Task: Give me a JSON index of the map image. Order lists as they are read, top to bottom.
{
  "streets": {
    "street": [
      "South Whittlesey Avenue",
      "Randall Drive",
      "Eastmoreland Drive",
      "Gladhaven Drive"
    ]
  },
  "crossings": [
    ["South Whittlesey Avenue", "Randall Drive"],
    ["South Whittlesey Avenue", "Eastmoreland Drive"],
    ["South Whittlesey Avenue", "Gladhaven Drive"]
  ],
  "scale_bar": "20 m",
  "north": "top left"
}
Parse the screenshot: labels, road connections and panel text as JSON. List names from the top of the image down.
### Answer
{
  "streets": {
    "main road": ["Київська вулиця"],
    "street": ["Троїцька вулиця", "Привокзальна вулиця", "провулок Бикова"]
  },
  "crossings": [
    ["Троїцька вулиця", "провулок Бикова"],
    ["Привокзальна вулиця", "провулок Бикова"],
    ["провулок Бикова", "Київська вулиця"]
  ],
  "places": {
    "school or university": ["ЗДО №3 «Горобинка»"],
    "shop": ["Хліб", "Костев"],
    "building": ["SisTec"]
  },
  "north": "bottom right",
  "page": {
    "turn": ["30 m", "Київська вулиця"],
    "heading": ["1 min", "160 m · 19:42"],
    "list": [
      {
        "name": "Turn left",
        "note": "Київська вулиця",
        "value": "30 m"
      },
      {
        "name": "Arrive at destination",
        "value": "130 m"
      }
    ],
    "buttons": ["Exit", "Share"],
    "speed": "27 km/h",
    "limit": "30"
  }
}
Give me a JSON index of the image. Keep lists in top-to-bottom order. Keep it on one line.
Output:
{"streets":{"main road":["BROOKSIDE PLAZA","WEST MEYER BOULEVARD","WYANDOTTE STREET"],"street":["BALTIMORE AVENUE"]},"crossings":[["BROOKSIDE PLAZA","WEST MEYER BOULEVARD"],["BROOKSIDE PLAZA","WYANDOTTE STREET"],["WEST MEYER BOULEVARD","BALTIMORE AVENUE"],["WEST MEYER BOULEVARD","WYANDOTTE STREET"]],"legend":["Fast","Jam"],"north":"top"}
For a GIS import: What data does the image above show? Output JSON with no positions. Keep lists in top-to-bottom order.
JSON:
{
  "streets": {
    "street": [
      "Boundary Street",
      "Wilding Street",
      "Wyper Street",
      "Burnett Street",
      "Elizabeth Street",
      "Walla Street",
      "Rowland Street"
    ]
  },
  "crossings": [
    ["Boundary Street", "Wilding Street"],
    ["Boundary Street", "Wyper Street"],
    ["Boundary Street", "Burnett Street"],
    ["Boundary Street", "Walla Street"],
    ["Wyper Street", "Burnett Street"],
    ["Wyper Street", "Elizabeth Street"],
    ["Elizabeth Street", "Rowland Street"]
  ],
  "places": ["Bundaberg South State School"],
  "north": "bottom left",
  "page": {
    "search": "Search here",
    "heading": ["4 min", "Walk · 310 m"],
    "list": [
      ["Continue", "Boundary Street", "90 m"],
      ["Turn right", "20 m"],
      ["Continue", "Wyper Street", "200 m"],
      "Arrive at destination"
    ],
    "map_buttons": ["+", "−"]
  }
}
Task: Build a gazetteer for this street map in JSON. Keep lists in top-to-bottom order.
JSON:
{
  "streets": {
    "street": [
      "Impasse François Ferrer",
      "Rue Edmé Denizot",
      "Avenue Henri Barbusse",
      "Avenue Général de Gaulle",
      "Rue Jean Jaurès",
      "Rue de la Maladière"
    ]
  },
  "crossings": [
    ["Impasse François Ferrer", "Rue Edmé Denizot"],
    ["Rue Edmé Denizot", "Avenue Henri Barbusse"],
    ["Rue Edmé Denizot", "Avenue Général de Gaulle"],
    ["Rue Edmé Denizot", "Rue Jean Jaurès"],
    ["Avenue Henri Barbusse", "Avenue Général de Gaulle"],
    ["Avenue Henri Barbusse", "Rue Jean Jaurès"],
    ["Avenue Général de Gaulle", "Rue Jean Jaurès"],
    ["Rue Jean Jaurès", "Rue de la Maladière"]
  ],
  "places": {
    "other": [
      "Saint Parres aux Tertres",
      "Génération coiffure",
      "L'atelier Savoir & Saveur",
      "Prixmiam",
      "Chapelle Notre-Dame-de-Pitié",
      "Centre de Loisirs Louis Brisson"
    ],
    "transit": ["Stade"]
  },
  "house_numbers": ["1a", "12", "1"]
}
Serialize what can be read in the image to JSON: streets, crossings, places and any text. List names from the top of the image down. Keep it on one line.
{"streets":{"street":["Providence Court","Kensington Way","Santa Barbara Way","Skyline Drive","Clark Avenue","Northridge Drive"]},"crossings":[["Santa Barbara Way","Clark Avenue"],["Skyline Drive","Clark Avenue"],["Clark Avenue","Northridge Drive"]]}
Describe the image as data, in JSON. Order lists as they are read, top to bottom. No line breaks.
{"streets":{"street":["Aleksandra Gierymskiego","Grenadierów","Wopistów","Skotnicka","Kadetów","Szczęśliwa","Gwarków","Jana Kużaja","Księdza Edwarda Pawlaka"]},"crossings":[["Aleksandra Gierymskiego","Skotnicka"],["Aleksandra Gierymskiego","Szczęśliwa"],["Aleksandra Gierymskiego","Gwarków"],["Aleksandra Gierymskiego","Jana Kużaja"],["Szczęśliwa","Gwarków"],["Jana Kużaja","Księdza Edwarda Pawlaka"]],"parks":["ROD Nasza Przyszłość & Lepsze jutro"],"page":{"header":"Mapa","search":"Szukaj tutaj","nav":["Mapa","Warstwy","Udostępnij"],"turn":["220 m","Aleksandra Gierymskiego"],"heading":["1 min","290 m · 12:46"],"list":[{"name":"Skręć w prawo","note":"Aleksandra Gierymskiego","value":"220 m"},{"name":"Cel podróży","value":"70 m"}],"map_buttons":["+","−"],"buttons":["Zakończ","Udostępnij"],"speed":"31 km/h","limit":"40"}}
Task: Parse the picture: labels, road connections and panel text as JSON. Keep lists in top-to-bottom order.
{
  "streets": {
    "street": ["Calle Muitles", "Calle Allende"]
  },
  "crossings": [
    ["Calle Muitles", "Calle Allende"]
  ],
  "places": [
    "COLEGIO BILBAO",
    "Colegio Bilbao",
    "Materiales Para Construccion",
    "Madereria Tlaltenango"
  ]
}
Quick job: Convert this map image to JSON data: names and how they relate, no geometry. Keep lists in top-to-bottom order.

——

Copy the data once more. Leave nothing out.

● REPLY:
Task: Give me a JSON index of the map image. Order lists as they are read, top to bottom.
{
  "streets": {
    "street": [
      "South Whittlesey Avenue",
      "Randall Drive",
      "Eastmoreland Drive",
      "Gladhaven Drive"
    ]
  },
  "crossings": [
    ["South Whittlesey Avenue", "Randall Drive"],
    ["South Whittlesey Avenue", "Eastmoreland Drive"],
    ["South Whittlesey Avenue", "Gladhaven Drive"]
  ],
  "scale_bar": "20 m",
  "north": "top left"
}
Parse the screenshot: labels, road connections and panel text as JSON. List names from the top of the image down.
### Answer
{
  "streets": {
    "main road": ["Київська вулиця"],
    "street": ["Троїцька вулиця", "Привокзальна вулиця", "провулок Бикова"]
  },
  "crossings": [
    ["Троїцька вулиця", "провулок Бикова"],
    ["Привокзальна вулиця", "провулок Бикова"],
    ["провулок Бикова", "Київська вулиця"]
  ],
  "places": {
    "school or university": ["ЗДО №3 «Горобинка»"],
    "shop": ["Хліб", "Костев"],
    "building": ["SisTec"]
  },
  "north": "bottom right",
  "page": {
    "turn": ["30 m", "Київська вулиця"],
    "heading": ["1 min", "160 m · 19:42"],
    "list": [
      {
        "name": "Turn left",
        "note": "Київська вулиця",
        "value": "30 m"
      },
      {
        "name": "Arrive at destination",
        "value": "130 m"
      }
    ],
    "buttons": ["Exit", "Share"],
    "speed": "27 km/h",
    "limit": "30"
  }
}
Give me a JSON index of the image. Keep lists in top-to-bottom order. Keep it on one line.
Output:
{"streets":{"main road":["BROOKSIDE PLAZA","WEST MEYER BOULEVARD","WYANDOTTE STREET"],"street":["BALTIMORE AVENUE"]},"crossings":[["BROOKSIDE PLAZA","WEST MEYER BOULEVARD"],["BROOKSIDE PLAZA","WYANDOTTE STREET"],["WEST MEYER BOULEVARD","BALTIMORE AVENUE"],["WEST MEYER BOULEVARD","WYANDOTTE STREET"]],"legend":["Fast","Jam"],"north":"top"}
For a GIS import: What data does the image above show? Output JSON with no positions. Keep lists in top-to-bottom order.
JSON:
{
  "streets": {
    "street": [
      "Boundary Street",
      "Wilding Street",
      "Wyper Street",
      "Burnett Street",
      "Elizabeth Street",
      "Walla Street",
      "Rowland Street"
    ]
  },
  "crossings": [
    ["Boundary Street", "Wilding Street"],
    ["Boundary Street", "Wyper Street"],
    ["Boundary Street", "Burnett Street"],
    ["Boundary Street", "Walla Street"],
    ["Wyper Street", "Burnett Street"],
    ["Wyper Street", "Elizabeth Street"],
    ["Elizabeth Street", "Rowland Street"]
  ],
  "places": ["Bundaberg South State School"],
  "north": "bottom left",
  "page": {
    "search": "Search here",
    "heading": ["4 min", "Walk · 310 m"],
    "list": [
      ["Continue", "Boundary Street", "90 m"],
      ["Turn right", "20 m"],
      ["Continue", "Wyper Street", "200 m"],
      "Arrive at destination"
    ],
    "map_buttons": ["+", "−"]
  }
}
Task: Build a gazetteer for this street map in JSON. Keep lists in top-to-bottom order.
JSON:
{
  "streets": {
    "street": [
      "Impasse François Ferrer",
      "Rue Edmé Denizot",
      "Avenue Henri Barbusse",
      "Avenue Général de Gaulle",
      "Rue Jean Jaurès",
      "Rue de la Maladière"
    ]
  },
  "crossings": [
    ["Impasse François Ferrer", "Rue Edmé Denizot"],
    ["Rue Edmé Denizot", "Avenue Henri Barbusse"],
    ["Rue Edmé Denizot", "Avenue Général de Gaulle"],
    ["Rue Edmé Denizot", "Rue Jean Jaurès"],
    ["Avenue Henri Barbusse", "Avenue Général de Gaulle"],
    ["Avenue Henri Barbusse", "Rue Jean Jaurès"],
    ["Avenue Général de Gaulle", "Rue Jean Jaurès"],
    ["Rue Jean Jaurès", "Rue de la Maladière"]
  ],
  "places": {
    "other": [
      "Saint Parres aux Tertres",
      "Génération coiffure",
      "L'atelier Savoir & Saveur",
      "Prixmiam",
      "Chapelle Notre-Dame-de-Pitié",
      "Centre de Loisirs Louis Brisson"
    ],
    "transit": ["Stade"]
  },
  "house_numbers": ["1a", "12", "1"]
}
Serialize what can be read in the image to JSON: streets, crossings, places and any text. List names from the top of the image down. Keep it on one line.
{"streets":{"street":["Providence Court","Kensington Way","Santa Barbara Way","Skyline Drive","Clark Avenue","Northridge Drive"]},"crossings":[["Santa Barbara Way","Clark Avenue"],["Skyline Drive","Clark Avenue"],["Clark Avenue","Northridge Drive"]]}
Describe the image as data, in JSON. Order lists as they are read, top to bottom. No line breaks.
{"streets":{"street":["Aleksandra Gierymskiego","Grenadierów","Wopistów","Skotnicka","Kadetów","Szczęśliwa","Gwarków","Jana Kużaja","Księdza Edwarda Pawlaka"]},"crossings":[["Aleksandra Gierymskiego","Skotnicka"],["Aleksandra Gierymskiego","Szczęśliwa"],["Aleksandra Gierymskiego","Gwarków"],["Aleksandra Gierymskiego","Jana Kużaja"],["Szczęśliwa","Gwarków"],["Jana Kużaja","Księdza Edwarda Pawlaka"]],"parks":["ROD Nasza Przyszłość & Lepsze jutro"],"page":{"header":"Mapa","search":"Szukaj tutaj","nav":["Mapa","Warstwy","Udostępnij"],"turn":["220 m","Aleksandra Gierymskiego"],"heading":["1 min","290 m · 12:46"],"list":[{"name":"Skręć w prawo","note":"Aleksandra Gierymskiego","value":"220 m"},{"name":"Cel podróży","value":"70 m"}],"map_buttons":["+","−"],"buttons":["Zakończ","Udostępnij"],"speed":"31 km/h","limit":"40"}}
Task: Parse the picture: labels, road connections and panel text as JSON. Keep lists in top-to-bottom order.
{
  "streets": {
    "street": ["Calle Muitles", "Calle Allende"]
  },
  "crossings": [
    ["Calle Muitles", "Calle Allende"]
  ],
  "places": [
    "COLEGIO BILBAO",
    "Colegio Bilbao",
    "Materiales Para Construccion",
    "Madereria Tlaltenango"
  ]
}
Quick job: Convert this map image to JSON data: names and how they relate, no geometry. Keep lists in top-to-bottom order.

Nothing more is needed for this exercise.